Early Gestational Diabetes Mellitus: Diagnostic Strategies and Clinical Implications.
Bhattacharya, S, Nagendra, L, Krishnamurthy, A, Lakhani, OJ, Kapoor, N, Kalra, B, Kalra, S
Medical sciences (Basel, Switzerland). 2021;(4)
Abstract
Preexisting diabetes mellitus (DM) should be ruled out early in pregnancy in those at risk. During screening, a significant proportion of women do not reach the threshold for overt DM but fulfill the criteria used for diagnosing conventional gestational DM (cGDM). There is no consensus on the management of pregnancies with intermediate levels of hyperglycemia thus diagnosed. We have used the term early gestational DM (eGDM) for this condition and reviewed the currently available literature. Fasting plasma glucose (FPG), oral glucose tolerance test, and glycated hemoglobin (HbA1c) are the commonly employed screening tools in early pregnancy. Observational studies suggest that early pregnancy FPG and Hba1c correlate with the risk of cGDM and adverse perinatal outcomes. However, specific cut-offs, including those proposed by the International Association of the Diabetes and Pregnancy Study Group, do not reliably predict the development of cGDM. Emerging data, though indicate that FPG ≥ 92 mg/dL (5.1 mmol/L), even in the absence of cGDM, signals the risk for perinatal complication.

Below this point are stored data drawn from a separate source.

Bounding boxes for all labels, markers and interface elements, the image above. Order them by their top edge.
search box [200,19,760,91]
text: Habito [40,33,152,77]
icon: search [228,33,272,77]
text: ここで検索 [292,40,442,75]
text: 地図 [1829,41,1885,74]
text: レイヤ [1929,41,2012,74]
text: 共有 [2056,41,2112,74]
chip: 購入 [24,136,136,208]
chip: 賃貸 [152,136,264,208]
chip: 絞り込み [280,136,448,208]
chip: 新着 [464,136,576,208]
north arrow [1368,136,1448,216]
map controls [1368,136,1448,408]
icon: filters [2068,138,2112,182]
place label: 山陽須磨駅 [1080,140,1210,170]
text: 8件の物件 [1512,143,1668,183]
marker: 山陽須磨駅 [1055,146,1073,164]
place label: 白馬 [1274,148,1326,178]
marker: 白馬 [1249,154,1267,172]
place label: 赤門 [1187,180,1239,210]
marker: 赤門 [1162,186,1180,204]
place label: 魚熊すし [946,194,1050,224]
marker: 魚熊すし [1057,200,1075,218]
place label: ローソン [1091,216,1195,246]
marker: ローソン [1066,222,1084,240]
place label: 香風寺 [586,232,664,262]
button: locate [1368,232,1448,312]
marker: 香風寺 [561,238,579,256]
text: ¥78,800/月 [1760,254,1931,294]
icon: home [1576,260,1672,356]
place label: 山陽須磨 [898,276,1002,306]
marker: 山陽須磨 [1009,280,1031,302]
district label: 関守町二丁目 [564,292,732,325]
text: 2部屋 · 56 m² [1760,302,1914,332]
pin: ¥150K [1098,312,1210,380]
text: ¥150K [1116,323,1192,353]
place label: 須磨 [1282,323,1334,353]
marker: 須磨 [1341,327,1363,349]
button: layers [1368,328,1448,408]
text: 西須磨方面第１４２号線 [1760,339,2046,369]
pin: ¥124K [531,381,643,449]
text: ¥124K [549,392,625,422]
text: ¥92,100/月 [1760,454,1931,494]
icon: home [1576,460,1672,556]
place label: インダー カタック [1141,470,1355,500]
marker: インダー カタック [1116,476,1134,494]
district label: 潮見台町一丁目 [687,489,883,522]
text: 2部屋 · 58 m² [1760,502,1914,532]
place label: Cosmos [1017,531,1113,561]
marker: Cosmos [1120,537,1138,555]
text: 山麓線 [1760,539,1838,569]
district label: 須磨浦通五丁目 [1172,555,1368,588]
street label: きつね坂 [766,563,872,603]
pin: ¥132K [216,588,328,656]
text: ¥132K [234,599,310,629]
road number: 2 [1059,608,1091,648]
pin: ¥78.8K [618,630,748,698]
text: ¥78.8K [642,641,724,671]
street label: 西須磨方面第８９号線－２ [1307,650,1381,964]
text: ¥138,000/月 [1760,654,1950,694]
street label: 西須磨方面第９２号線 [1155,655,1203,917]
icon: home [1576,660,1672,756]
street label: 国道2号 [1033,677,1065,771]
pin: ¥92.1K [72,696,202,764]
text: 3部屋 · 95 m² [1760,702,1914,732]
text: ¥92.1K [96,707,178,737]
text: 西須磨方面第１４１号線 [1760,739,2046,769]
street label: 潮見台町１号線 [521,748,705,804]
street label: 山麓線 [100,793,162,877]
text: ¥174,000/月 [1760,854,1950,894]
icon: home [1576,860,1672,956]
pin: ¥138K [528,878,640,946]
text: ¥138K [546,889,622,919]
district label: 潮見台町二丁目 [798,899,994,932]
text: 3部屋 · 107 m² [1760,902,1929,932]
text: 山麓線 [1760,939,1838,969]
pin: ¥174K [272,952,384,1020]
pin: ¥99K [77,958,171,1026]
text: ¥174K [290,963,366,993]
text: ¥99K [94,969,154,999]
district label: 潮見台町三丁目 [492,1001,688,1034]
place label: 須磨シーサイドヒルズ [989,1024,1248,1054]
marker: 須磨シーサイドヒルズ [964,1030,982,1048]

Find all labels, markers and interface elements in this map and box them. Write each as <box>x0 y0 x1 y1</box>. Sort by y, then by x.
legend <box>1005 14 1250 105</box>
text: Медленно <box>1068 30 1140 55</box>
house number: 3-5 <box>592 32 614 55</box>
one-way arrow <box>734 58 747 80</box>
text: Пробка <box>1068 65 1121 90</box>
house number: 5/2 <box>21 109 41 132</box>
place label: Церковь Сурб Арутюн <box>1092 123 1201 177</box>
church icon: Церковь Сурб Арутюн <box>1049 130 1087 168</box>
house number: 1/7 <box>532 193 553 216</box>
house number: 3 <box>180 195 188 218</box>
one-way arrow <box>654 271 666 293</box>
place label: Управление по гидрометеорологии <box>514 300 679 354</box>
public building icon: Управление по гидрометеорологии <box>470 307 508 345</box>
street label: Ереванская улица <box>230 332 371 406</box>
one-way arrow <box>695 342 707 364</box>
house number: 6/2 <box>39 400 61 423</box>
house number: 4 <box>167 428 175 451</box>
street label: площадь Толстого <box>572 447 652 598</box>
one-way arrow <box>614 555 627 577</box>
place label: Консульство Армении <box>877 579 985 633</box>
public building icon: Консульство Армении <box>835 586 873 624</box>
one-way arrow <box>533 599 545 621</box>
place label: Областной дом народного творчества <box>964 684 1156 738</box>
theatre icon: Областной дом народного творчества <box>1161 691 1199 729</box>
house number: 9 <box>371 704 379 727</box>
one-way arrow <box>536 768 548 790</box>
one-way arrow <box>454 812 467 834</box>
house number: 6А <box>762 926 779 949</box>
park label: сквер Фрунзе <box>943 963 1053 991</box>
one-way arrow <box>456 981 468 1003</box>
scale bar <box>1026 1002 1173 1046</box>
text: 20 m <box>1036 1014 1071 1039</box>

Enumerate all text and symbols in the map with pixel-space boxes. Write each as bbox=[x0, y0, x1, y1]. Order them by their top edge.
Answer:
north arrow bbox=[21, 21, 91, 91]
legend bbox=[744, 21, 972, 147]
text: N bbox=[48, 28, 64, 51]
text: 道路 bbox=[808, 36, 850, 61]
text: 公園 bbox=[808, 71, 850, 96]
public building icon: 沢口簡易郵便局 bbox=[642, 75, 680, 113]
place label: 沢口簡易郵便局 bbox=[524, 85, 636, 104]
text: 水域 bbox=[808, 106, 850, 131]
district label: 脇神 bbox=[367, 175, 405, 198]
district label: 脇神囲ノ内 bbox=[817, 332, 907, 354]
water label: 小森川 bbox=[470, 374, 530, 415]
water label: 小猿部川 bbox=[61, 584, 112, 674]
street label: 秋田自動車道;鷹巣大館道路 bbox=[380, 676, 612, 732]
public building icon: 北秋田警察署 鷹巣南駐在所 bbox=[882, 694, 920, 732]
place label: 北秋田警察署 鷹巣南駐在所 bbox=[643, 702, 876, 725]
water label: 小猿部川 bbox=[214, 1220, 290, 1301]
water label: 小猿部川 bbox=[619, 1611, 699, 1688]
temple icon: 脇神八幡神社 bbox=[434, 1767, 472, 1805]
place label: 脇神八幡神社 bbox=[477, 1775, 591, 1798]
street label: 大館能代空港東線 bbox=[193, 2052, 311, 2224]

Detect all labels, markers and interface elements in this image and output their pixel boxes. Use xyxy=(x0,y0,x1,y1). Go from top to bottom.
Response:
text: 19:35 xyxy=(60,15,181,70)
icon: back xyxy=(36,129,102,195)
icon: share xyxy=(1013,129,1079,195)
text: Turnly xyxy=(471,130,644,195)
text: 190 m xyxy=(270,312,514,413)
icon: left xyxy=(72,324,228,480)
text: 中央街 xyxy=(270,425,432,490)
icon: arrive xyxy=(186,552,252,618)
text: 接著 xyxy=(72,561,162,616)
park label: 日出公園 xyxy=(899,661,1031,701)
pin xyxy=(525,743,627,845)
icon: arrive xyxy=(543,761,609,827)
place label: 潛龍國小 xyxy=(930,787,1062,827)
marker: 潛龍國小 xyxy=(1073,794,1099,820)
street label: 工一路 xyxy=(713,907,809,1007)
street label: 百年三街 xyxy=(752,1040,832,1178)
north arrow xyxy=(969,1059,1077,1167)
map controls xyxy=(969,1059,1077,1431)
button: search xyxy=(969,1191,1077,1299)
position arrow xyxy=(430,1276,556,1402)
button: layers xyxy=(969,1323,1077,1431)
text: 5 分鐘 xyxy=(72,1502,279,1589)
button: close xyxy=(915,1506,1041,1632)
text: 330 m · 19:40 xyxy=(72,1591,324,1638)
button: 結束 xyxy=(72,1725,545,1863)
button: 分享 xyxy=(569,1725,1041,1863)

Elevated HbA1c, especially a level ≥ 5.9%, also correlates with the risk of cGDM and worsened outcome. HbA1c as a diagnostic test is however besieged with the usual caveats that occur in pregnancy. The studies that explored the effects of intervention present conflicting results, including a possibility of fetal malnutrition and small-for-date baby in the early treatment group. Diagnostic thresholds and glycemic targets in eGDM may differ, and large multicenter randomized controlled trials are necessary to define the appropriate strategy.